I took my pill at eleven. An hour and half later I was sitting in my study, looking intently at a small glass vase. At breakfast that morning I had been struck by the lively dissonance of its colours. But that was no longer the point. I was not looking now at an unusual flower arrangement. I was seeing what Adam had seen on the morning of his creation – the miracle, moment by moment, of naked existence.
‘Is it agreeable?’ someone asked. ‘Neither agreeable nor disagreeable,’ I answered. ‘It just is.’

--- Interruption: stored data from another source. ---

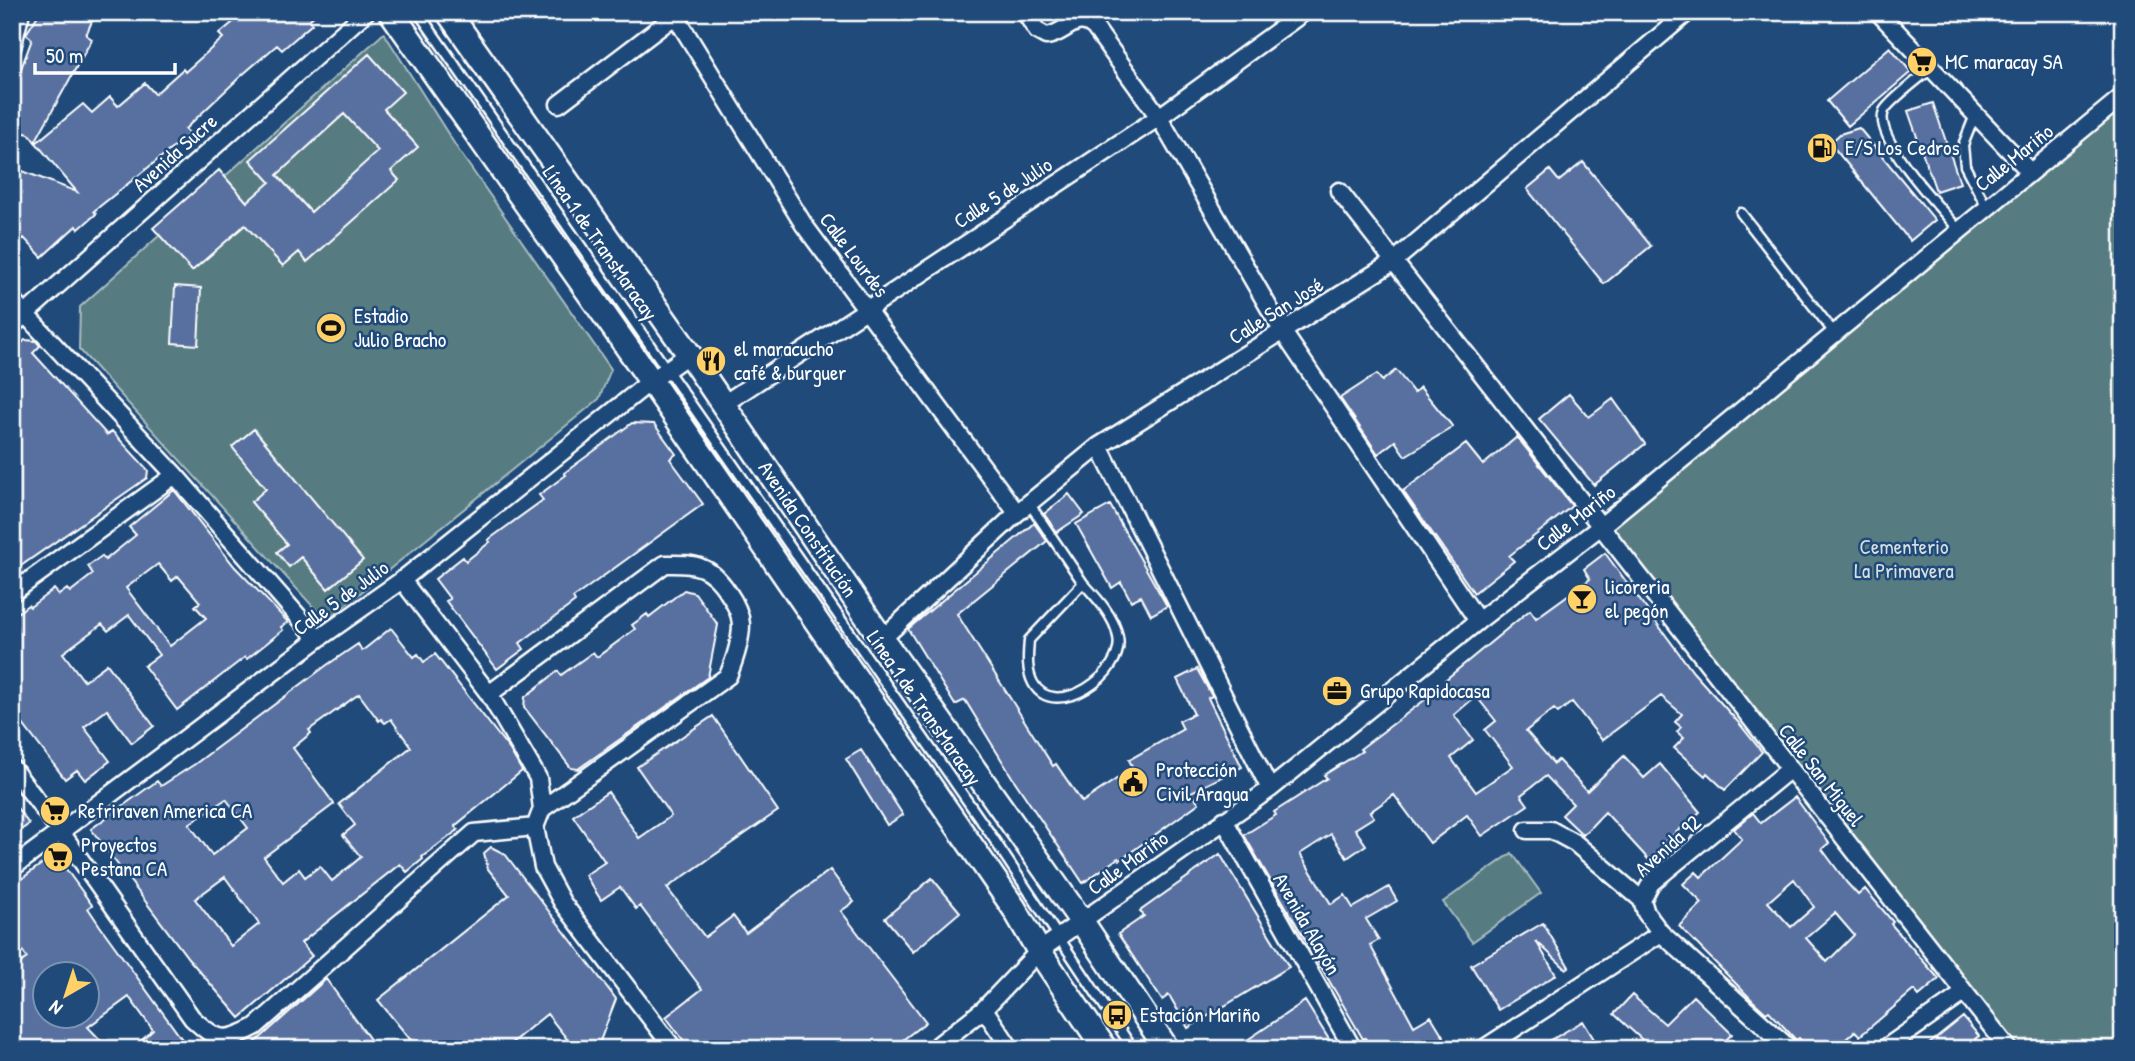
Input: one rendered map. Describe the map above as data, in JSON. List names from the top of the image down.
{
  "streets": {
    "street": [
      "Avenida Sucre",
      "Calle Mariño",
      "Calle 5 de Julio",
      "Calle Lourdes",
      "Calle San José",
      "Avenida Constitución",
      "Calle San Miguel",
      "Avenida 92",
      "Avenida Alayón"
    ],
    "lane": ["Línea 1 de TransMaracay"]
  },
  "crossings": [
    ["Calle Mariño", "Línea 1 de TransMaracay"],
    ["Calle Mariño", "Avenida Constitución"],
    ["Calle Mariño", "Calle San Miguel"],
    ["Calle Mariño", "Avenida Alayón"],
    ["Calle 5 de Julio", "Línea 1 de TransMaracay"],
    ["Calle 5 de Julio", "Calle Lourdes"],
    ["Calle 5 de Julio", "Avenida Constitución"],
    ["Línea 1 de TransMaracay", "Avenida Constitución"],
    ["Calle Lourdes", "Calle San José"],
    ["Calle San José", "Avenida Constitución"],
    ["Calle San José", "Calle San Miguel"],
    ["Calle San Miguel", "Avenida 92"]
  ],
  "parks": ["Cementerio La Primavera"],
  "places": {
    "supermarket": ["MC maracay SA", "Refriraven America CA", "Proyectos Pestana CA"],
    "fuel station": ["E/S Los Cedros"],
    "sports": ["Estadio Julio Bracho"],
    "restaurant": ["el maracucho café & burguer"],
    "bar": ["licoreria el pegón"],
    "office": ["Grupo Rapidocasa"],
    "public building": ["Protección Civil Aragua"],
    "bus stop": ["Estación Mariño"]
  },
  "scale_bar": "50 m",
  "north": "bottom left"
}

Istigkeit – wasn’t that the word Meister Eckhart liked to use? ‘Is-ness.’ The Being of Platonic philosophy – except that Plato seems to have made the enormous, the grotesque mistake of separating Being from becoming, and identifying it with the mathematical abstraction of the Idea. He could never, poor fellow, have seen a bunch of flowers shining with their own inner light and all but quivering under the pressure of the significance with which they were charged; could never have perceived that what rose and iris and carnation so intensely signified was nothing more, and nothing less, than what they were – a transience that was yet eternal life, a perpetual perishing that was at the same time pure Being, a bundle of minute, unique particulars in which, by some unspeakable and yet self-evident paradox, was to be seen the divine source of all existence.
Opening the Doors
I continued to look at the flowers, and in their living light I seemed to detect the qualitative equivalent of breathing – but of a breathing without returns to a starting-point, with no recurrent ebbs but only a repeated flow from beauty to heightened beauty, from deeper to even deeper meaning.
‘What about spatial relationships?’ the investigator enquired, as I was looking at the books, with which my study were lined.

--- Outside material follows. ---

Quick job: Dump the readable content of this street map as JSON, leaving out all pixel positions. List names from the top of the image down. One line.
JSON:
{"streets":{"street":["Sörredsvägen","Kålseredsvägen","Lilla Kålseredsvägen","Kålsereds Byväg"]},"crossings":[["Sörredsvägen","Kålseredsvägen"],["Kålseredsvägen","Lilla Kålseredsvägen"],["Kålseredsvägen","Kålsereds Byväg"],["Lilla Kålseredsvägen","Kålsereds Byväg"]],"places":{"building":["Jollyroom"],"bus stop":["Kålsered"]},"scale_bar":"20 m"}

It was difficult to answer. True, the perspective look rather odd, and the walls of the room no longer seemed to meet in right angles. But these were not the really important facts. The really important facts were that spatial relationships had ceased to matter very much and that my mind was perceiving the world in terms of other than spatial categories.
At ordinary times the eye concerns itself with such problems as Where? – How far? – How situated in relation to what? In the mescaline experience the implied questions to which the eye responds are of another order. Place and distance cease to be of much interest. The mind does its perceiving in terms of intensity of experience, profundity of significance, relationships with pattern. I saw the books, but was not at all concerned with their positions in space. What I noticed was the fact that all of them glowed with living light and that in some the glory was more manifest than others. Space was still there; but it had lost its predominance. The mind was primarily concerned, not with measures and locations, but with being and meaning.

“In ignorance to view a small portion & think that All, And call it Demonstration”: rationality is like a cognitive app that filters out most of reality
And along with indifference to space there went an even completer indifference to time.

“By organizing details in a linear and methodical configuration, our left brain manifests the concept of time whereby our moments are divided into past, present, and future.” (Jill Bolte Taylor)
‘There seems to be plenty of it,’ was all I would answer when the investigator asked me to say what I felt about time.
Plenty of it, but exactly how much was entirely irrelevant. I could, of course, have looked at my watch; but my watch, I knew, was in another universe. My actual experience had been, was still, of an indefinite duration or alternatively of a perpetual present made up of one continually changing apocalypse.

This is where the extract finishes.